In 1994, a member of the newsroom named Rich Meislin wrote an internal memo about the value of “computer-based services” that The Times could offer its readers. One of the proposed services was RecipeFinder: a database of recipes “searchable by key ingredient” and “type of cuisine.” It took the company almost 20 years, several failed starts and a massive data cleanup effort, but the idea of cooking as a “digital service” (read: web app) is finally a reality.

NYT Cooking launched last fall with over 17,000 recipes that users can search, save, rate and (coming soon!) comment on. The product was designed and built from scratch over the course of a year, but it relies heavily on nearly six years of effort to clean, catalogue and structure our massive recipe archive.

We now have a treasure trove of structured data to play with. As of yesterday, the database contained $17,507$ recipes, $67,578$ steps, $142,533$ tags and $171,244$ ingredients broken down by name, quantity and unit.

In practical terms, this means that if you make Melissa Clark’s pasta with fried lemons and chile flakes recipe, we know how many cups of Parmigiano-Reggiano you need, how long it will take you to cook and how many people you can serve. That finely structured data, while invisible to the end user, has allowed us to quickly iterate on designs, add granular HTML markup to improve our SEO, build a customized search engine and spin up a simple recipe recommendation system. It’s not an exaggeration to say that the development of NYT Cooking would not have been possible without it.

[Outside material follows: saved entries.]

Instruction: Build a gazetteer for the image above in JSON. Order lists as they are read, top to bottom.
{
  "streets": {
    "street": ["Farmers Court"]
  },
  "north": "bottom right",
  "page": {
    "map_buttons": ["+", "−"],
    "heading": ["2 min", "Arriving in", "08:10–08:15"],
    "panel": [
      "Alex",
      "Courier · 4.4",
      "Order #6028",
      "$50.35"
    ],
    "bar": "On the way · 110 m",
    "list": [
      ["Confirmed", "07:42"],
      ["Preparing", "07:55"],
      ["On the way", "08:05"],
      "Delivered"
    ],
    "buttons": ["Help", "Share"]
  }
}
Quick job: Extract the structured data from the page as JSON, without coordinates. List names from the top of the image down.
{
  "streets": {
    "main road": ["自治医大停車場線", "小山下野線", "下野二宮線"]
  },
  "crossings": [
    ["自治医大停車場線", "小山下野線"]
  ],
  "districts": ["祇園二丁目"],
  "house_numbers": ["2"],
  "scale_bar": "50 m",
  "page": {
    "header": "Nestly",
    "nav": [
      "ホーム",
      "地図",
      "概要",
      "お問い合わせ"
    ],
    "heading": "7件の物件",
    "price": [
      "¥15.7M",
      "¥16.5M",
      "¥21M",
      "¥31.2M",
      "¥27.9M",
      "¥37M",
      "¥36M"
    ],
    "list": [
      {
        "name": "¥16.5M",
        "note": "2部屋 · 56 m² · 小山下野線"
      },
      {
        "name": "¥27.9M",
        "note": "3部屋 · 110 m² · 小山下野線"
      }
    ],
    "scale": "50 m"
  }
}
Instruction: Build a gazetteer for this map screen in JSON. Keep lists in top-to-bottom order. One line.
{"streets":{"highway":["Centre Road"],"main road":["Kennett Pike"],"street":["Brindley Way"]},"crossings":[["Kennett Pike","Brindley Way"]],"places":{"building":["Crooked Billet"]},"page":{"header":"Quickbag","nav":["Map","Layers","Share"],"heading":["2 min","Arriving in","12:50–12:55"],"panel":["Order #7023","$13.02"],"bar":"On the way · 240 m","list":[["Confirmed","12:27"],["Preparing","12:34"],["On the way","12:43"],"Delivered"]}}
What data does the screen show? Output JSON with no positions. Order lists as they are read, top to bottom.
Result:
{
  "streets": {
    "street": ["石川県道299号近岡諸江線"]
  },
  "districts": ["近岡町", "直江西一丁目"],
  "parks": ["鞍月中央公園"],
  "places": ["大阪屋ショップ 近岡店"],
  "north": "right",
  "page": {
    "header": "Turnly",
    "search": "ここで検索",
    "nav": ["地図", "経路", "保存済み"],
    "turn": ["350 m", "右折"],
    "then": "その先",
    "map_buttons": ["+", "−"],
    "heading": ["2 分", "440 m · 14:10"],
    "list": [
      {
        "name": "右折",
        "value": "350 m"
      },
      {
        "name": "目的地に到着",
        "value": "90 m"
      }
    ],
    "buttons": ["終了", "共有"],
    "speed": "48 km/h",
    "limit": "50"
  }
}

Until recently, the collection and maintenance of this structured data was a completely manual process. For years, overnight contractors have entered recipes, dropdown by dropdown, into a gray and white web form that lives in our content management system (CMS). Since the database breaks down each ingredient by name, unit, quantity and comment, an average recipe requires over 50 fields, and that number can climb above 100 for more complicated recipes.

I long suspected that the manual process of entering recipes into the database could be replaced with an algorithmic solution. The field of Natural Language Processing (NLP) has developed powerful algorithms to solve similar tasks over the past decade. If a computer can identify the part of speech of each word in a sentence, it should be able to identify an ingredient quantity from an ingredient phrase.

For an internal hack week last summer, a colleague and I decided to test our faith in statistical NLP to automatically convert unstructured recipe text into structured data. A few months of on-and-off work later, our recipe parser is now fully integrated into our CMS.

The most challenging aspect of the recipe parsing problem is the task of predicting ingredient components from the ingredient phrases. Recipes display ingredients like “1 tablespoon fresh lemon juice,” but the database stores ingredients broken down by name (“lemon juice”), quantity (“1″) , unit (“tablespoon”) and comment (“fresh”). There is no regular expression clever enough to identify these labels from the ingredient phrases.

#### Example

Ingredient Phrase | 1 | tablespoon | fresh | lemon | juice |

Ingredient Labels | QUANTITY | UNIT | COMMENT | NAME | NAME |

This type of problem is referred to as a structured prediction problem because we are trying to predict a structure — in this case a sequence of labels — rather than a single label. Structured prediction tasks are difficult because the choice of a particular label for any one word in the phrase can change the model’s prediction of labels for the other words. The added model complexity allows us to learn rich patterns about how words in a sentence interact with the words and labels around them.

We chose to use a discriminative structured prediction model called a linear-chain conditional random field (CRF), which has been successful on similar tasks such as part-of-speech tagging and named entity recognition.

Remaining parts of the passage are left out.